WinXP -> OpenVMS tests reproduced using C++ test pro

John E. Malmberg wb8tyw at qsl.net
Tue Sep 28 17:29:15 GMT 2004


In article <CF0913E9C3D53D4E94DE47FDE25C633D05049034 at hermes.cofiroute.com>,
COLLOT Jean-Yves <jean-yves.collot at cofiroute.fr> writes:
> Hi.
>
> Now let's see the 1-byte writes and QFILE_INFOs requests.
>
> It looks like those actions are done by the client in order to provoke
> extensions of the allocated file space, before actually writing into it.
> Unfortunately, on VMS, the real size of the file is not visible until the
> file is closed. That can be seen by typing "DIR/SIZE=ALL" while the file is
> being written. It gives "0/nnnn". So, when the client asks for an extension
> (Write 1 byte) then checks the new file size (QFILE_INFO), it always gets 0
> for answer. That is quite perturbing for him, so it goes on trying to extend
> the file.

The stat() or fstat() functions should return the correct results of the real
size of the file.  In the standard fields, they should have the highest
byte written in the file.

If the file was extended with an lseek() or ftrunctate() call or just writes,
then the fstat() or stat() call should reflect this.

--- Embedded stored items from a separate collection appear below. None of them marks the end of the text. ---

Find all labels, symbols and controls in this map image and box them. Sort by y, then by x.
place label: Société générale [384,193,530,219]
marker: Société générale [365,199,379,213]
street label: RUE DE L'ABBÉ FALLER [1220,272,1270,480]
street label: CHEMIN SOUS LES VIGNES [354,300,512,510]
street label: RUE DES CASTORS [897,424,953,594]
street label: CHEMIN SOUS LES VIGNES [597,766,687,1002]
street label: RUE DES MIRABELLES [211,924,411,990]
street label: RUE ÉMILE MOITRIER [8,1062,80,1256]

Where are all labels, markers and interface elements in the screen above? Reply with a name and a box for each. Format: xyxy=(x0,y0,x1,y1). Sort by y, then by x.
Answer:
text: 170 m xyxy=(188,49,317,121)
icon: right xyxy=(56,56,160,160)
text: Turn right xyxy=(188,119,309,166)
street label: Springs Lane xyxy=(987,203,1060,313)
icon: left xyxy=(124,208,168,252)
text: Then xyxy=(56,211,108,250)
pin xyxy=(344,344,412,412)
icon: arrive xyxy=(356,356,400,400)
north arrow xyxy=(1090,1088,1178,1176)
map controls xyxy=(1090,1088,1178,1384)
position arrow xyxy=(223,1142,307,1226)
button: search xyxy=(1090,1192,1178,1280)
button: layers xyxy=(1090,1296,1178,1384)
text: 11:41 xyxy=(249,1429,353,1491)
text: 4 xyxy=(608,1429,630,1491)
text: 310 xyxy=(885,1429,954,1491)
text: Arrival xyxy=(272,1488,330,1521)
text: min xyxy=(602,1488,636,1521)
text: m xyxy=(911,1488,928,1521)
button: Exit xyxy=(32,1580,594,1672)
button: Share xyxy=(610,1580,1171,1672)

If the stat()/fstat() calls are not doing this, then a small reproducer
needs to be submitted to HP so that the stat() call can be fixed.

And *now* is the time to do it to make it into the real VMS 8.2 release.

> I made a small change on the VMS server side: when the write request is only
> 1 byte long, I close and reopen the file. This updates the "external" view
> of the file size. With that change, the numerous 1-byte writes and
> QFILE_INFOs disappear, and the dialog is exactly the same with XP client
> that it is with the Linux client. The time is the same too: 3.5 seconds.

It would probably be better to find a way to have vms_stat()/vms_fstat()
return the size that UNIX expects with out closing and reopening the file.
It may take going to a vfs structure to fix that.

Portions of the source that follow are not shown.